Brunetta contro lo smart working: “Basta far finta di lavorare”

Il ministro della Pubblica Amministrazione Renato Brunetta non ha mai nascosto la sua reticenza alla concessione dello smart working ai dipendenti dello Stato, che, secondo il suo parere, approfitterebbero del lavoro agile per deedicarsi ad altro. “Basta far finta di lavorare in smart working. Il governo Draghi ha fatto una grande scelta: vaccini e presenza, vaccini e gente sul posto di lavoro. Non lo smart working, non chiudersi in casa e non vaccinarsi, ma vaccini, vaccini, vaccini, con tutti gli strumenti possibili”, ha detto il ministro. “Piuttosto che chiusi a casa, con il telefonino sulla bottiglia del latte a fare finta di fare smart working, perché diciamocelo, a fare finta di lavorare da remoto, a parte le eccezioni che ci sono sempre”.

Subito i sindacati si sono adirati per le parole di Brunetta, decisamente pungenti. In una intervista all‘Adnkronos, la segretaria confederale Cgil Tania Sacchetti, responsabile della contrattazione pubblica e privata, ha infatti replicato: “La dichiarazione del ministro oltreché scorretta e poco rispettosa, è anche falsa. E’ come se volesse affermare che il lavoro in modalità agile (o meglio da remoto), che abbiamo dovuto svolgere in questi due anni di pandemia, non è stato lavoro.
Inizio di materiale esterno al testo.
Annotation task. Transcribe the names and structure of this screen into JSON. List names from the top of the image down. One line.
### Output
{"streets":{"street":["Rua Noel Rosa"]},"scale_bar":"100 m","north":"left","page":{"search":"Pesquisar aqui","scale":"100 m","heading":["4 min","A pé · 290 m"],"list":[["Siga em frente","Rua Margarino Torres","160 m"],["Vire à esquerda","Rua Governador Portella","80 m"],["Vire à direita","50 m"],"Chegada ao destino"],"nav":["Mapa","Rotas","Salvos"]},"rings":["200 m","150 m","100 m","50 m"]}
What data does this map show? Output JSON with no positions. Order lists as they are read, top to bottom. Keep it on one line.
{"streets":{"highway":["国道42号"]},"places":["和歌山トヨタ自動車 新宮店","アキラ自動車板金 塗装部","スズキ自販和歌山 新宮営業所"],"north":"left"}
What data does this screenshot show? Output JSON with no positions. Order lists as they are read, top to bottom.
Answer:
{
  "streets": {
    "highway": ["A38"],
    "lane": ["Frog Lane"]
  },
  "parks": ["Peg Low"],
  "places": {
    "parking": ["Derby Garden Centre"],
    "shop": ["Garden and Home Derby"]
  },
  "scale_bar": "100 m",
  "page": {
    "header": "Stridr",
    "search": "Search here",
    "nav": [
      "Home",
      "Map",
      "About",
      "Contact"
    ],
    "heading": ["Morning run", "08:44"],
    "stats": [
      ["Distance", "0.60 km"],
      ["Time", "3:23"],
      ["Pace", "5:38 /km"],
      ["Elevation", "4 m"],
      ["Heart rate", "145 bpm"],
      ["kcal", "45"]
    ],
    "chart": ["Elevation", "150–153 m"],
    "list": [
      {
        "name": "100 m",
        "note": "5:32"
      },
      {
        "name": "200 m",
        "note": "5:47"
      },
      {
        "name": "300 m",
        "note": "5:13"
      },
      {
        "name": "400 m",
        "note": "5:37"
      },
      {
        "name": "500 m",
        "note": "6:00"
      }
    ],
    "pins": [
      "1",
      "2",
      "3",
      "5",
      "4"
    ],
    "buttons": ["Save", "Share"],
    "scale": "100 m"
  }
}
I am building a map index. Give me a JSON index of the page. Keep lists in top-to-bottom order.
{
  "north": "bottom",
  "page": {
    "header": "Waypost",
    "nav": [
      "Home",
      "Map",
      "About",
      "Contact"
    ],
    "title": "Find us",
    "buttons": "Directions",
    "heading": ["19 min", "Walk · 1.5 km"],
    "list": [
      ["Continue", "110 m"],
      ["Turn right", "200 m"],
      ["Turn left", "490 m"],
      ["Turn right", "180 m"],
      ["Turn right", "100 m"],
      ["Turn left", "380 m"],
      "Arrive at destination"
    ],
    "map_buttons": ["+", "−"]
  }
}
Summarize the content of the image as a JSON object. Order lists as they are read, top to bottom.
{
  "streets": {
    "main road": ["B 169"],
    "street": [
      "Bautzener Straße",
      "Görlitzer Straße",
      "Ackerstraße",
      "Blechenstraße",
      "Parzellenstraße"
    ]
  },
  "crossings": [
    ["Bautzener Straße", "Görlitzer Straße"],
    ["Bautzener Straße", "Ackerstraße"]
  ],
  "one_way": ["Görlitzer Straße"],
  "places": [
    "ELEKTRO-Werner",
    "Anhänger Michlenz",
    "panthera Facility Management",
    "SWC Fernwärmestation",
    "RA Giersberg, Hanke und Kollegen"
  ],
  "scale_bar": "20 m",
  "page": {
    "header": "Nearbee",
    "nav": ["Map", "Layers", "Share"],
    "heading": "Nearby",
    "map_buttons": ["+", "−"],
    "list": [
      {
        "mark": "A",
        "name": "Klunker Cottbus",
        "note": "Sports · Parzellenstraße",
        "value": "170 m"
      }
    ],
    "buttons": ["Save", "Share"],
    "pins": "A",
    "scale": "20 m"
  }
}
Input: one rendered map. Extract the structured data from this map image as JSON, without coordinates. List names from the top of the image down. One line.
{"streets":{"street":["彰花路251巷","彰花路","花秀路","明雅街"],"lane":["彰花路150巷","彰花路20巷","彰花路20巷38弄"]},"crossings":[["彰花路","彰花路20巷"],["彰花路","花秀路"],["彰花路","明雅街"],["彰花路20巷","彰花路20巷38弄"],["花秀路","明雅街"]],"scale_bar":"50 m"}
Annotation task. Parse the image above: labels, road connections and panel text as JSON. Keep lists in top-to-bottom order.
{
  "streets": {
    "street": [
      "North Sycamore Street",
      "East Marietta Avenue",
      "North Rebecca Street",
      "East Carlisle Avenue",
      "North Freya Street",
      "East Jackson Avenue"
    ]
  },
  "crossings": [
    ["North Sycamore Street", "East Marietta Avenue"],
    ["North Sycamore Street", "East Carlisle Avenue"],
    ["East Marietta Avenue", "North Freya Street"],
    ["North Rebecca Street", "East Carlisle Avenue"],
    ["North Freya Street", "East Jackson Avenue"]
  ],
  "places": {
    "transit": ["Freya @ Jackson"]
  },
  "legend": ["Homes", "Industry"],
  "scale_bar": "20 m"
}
Che, cioè, non è stato lavoro produttivo. E’ una cosa falsa perché, paradossalmente, quello che ci dicono le prime statistiche è che è aumentata la produttività del lavoro. E se c’è un aspetto negativo della remotizzazione del lavoro è che in troppi casi sono aumentati i carichi di lavoro, non sono certo diminuiti”.

Poi riconosce, però, un punto d’incontro con il ministro: “Ha sempre detto che nella pandemia tecnicamente noi non abbiamo fatto smart working, non abbiamo cioè modificato l’organizzazione del lavoro e reso più responsabile il lavoratore, ma abbiamo remotizzato il lavoro dell’ufficio. Questo è vero. Quello che è falso è dire che è lavoro solo quello che puoi controllare in presenza fisica. E nega anche quello che lo stesso ministro sta proponendo anche nel corso dei rinnovi contrattuali, cioè lo sviluppo dell’indirizzo del lavoro agile come modalità di organizzazione del lavoro per chi ha una mansione che non obbliga necessariamente alla presenza.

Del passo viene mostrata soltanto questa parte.